[Stored items]
▼

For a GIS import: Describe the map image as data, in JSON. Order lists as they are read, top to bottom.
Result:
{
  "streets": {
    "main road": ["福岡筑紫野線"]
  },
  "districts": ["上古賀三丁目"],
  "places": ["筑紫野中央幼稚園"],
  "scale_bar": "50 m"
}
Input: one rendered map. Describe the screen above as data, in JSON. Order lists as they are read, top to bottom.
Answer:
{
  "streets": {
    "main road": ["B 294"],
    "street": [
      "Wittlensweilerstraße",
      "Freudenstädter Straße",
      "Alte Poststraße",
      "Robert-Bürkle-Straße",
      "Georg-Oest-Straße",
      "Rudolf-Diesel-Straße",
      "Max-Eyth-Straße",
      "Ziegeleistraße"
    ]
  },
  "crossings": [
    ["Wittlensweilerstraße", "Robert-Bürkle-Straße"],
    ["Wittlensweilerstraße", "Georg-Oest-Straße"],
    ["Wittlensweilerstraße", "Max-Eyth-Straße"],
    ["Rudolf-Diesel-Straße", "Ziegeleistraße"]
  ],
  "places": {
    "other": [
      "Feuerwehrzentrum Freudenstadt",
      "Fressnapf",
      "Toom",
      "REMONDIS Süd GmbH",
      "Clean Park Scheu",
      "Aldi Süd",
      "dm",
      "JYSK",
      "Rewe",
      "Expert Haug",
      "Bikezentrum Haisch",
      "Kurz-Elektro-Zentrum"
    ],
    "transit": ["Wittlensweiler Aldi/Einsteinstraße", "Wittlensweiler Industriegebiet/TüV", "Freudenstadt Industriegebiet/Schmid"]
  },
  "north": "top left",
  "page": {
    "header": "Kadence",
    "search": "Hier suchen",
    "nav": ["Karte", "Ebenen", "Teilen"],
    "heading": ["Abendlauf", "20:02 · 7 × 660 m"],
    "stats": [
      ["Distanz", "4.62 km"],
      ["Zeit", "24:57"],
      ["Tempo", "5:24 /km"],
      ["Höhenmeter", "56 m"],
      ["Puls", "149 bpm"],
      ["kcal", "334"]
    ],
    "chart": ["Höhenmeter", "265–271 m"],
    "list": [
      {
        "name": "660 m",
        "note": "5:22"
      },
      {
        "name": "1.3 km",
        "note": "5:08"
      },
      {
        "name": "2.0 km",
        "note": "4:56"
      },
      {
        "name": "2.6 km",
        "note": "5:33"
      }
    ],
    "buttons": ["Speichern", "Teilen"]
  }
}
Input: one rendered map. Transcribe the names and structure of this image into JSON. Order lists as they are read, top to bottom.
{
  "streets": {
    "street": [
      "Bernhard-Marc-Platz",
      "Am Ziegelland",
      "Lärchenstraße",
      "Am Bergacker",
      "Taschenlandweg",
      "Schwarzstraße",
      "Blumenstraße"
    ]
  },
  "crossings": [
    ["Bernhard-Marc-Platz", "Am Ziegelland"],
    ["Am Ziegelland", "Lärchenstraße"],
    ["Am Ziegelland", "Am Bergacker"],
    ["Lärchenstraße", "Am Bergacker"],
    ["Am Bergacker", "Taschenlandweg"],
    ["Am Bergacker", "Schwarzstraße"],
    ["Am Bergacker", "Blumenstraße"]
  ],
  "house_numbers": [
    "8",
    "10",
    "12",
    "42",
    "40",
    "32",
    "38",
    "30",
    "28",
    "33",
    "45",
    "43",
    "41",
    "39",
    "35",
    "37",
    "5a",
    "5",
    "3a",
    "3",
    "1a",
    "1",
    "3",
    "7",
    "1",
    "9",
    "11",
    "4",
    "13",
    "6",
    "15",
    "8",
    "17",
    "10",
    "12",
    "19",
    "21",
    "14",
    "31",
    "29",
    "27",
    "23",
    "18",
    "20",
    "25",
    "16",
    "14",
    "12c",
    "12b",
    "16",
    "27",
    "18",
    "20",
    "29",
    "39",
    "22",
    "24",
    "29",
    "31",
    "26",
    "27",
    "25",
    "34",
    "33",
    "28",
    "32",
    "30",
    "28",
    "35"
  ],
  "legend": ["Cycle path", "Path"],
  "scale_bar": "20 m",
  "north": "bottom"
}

▲

**Exercise details**
All lines with the word "Höhenmeter" are needed; pull them from the entries and copy each.

**Reply**
      ["Höhenmeter", "56 m"],
    "chart": ["Höhenmeter", "265–271 m"],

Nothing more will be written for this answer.